The aims of this module are:

• To provide students with proficiency in biomechanical data acquisition and analysis skills.


• To engage students across the whole process of biomechanics, from project design, biomechanical software setup, collection of the data, nuances of different marker systems, to the analysis of the raw signals. Of particular focus in this module is motion capture, with a greater portion of time focussed on kinematic and kinetic data collection and analysis.


• To enable understanding of muscle activity data collection.

By the end of this module, students will be expected to be able to:

1. Critically evaluate the differences between marker sets and locate landmarks on a participant to successfully prepare them for biomechanical assessment.


2. Support and generate the motion capture initiation process and explain the roles of each setup aspect, i.e. masking, calibration.


3. Comprehensively develop a workflow for a biomechanical investigation involving kinematic and kinetic data collection.


4. Implement data cleaning, processing, and analysis of motion capture to calculate inverse dynamics to obtain joint moments.


5. Confidently operate motion capture, force plates and electromyography for data collection and evaluate the data to interpret biomechanically relevant details.

Transferable Skills:

This module although embedded within biomechanics provides students with an array of data analysis skills that can be applied across differing disciplines. Biomechanics requires analysis of complex and large data sets. Students in this module will need to develop rapid learning skill sets across several software’s within the time frame of this module, preparing them for rapid skill development in the real world.

Syllabus information

The syllabus will cover areas across biomechanical data collection using motion capture and electromyography. Below is an indicative list of the topics to be covered.

Introduction to Biomechanics in practice

• Overview of the techniques and equipment used in a variety of biomechanics settings, including those not involved in the module.


• Brief recap on what biomechanical information we can collect and its value within sports and exercise contexts.

Introduction to motion capture

• Data collection considerations: where do errors come from and accumulate.


• Marker sets: historical and current contexts including benefits and cons.
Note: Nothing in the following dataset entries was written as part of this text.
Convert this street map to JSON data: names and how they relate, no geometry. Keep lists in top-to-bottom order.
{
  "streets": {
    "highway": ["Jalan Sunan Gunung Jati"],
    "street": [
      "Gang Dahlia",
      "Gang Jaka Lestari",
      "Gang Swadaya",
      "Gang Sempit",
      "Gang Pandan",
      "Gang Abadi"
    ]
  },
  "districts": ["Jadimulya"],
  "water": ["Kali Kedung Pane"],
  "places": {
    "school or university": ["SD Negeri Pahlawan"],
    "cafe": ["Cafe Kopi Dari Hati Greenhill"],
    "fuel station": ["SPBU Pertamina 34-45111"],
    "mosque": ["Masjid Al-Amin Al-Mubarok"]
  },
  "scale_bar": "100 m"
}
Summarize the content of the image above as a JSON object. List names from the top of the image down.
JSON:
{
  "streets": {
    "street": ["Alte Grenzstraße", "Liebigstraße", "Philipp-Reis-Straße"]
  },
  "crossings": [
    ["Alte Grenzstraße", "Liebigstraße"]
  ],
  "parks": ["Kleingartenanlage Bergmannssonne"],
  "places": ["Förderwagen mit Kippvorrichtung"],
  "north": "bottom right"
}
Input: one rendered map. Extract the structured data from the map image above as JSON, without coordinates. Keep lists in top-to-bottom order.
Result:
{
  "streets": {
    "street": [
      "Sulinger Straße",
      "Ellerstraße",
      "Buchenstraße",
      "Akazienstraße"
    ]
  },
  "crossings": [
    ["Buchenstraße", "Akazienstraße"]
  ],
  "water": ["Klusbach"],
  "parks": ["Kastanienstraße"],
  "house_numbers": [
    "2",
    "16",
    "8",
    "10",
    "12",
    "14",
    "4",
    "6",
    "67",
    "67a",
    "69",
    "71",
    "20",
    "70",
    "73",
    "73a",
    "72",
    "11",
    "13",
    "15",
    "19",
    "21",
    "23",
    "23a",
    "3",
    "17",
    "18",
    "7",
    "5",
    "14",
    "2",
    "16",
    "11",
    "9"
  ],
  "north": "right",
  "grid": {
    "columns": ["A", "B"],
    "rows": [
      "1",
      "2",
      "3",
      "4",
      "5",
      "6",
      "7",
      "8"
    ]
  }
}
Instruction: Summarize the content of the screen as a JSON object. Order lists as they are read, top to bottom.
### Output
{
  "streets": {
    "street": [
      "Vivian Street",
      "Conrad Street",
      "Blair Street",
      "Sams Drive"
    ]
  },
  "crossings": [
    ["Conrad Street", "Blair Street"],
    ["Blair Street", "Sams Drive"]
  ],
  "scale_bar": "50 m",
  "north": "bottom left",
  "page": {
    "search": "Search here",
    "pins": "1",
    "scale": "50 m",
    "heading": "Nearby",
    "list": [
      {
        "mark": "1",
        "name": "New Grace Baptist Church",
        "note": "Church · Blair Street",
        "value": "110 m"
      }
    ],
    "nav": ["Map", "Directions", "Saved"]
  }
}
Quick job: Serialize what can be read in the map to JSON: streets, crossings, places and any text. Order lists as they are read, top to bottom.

Developing and running a workflow within motion capture software for data collection

• Switching on, masking, calibrating, define zero, setting up specific data collection protocols.


• Placing markers on a participant and static calibration.


• Data collection across differing activities.


• Cleaning and processing data for export as C3D files.

Calculation of joint angles, force,s and moments via inverse dynamics

Creation of a processing software workflow

• Development of a model.


• Evaluation of model onto kinematic and kinetic data.


• Creation of the protocol for analysing the data and calculating joint moments, angles etc…


• Extracting appropriate data from raw data collection.

Analysis of biomechanical data

• Identification of key biomechanical data.


• Determining how to assess the extracted data.

Introduction to Electromyography (EMG) and its integration into motion capture

• Overview of EMG, its uses, and how used within different biomechanics data sets.


• EMG setup, reasons, and potential issues.


• Integration into motion capture: how to integrate, setup, and running EMG.

This module will be delivered via:

• One 2-hour seminar
• Six 2-hour lectures
• Nine 2-hour teacher-led practical classes
• Eight 2-hour student-led practical classes

Students are expected to undertake reading before and after classes and be prepared to engage in discussion during lectures, seminars and practicals.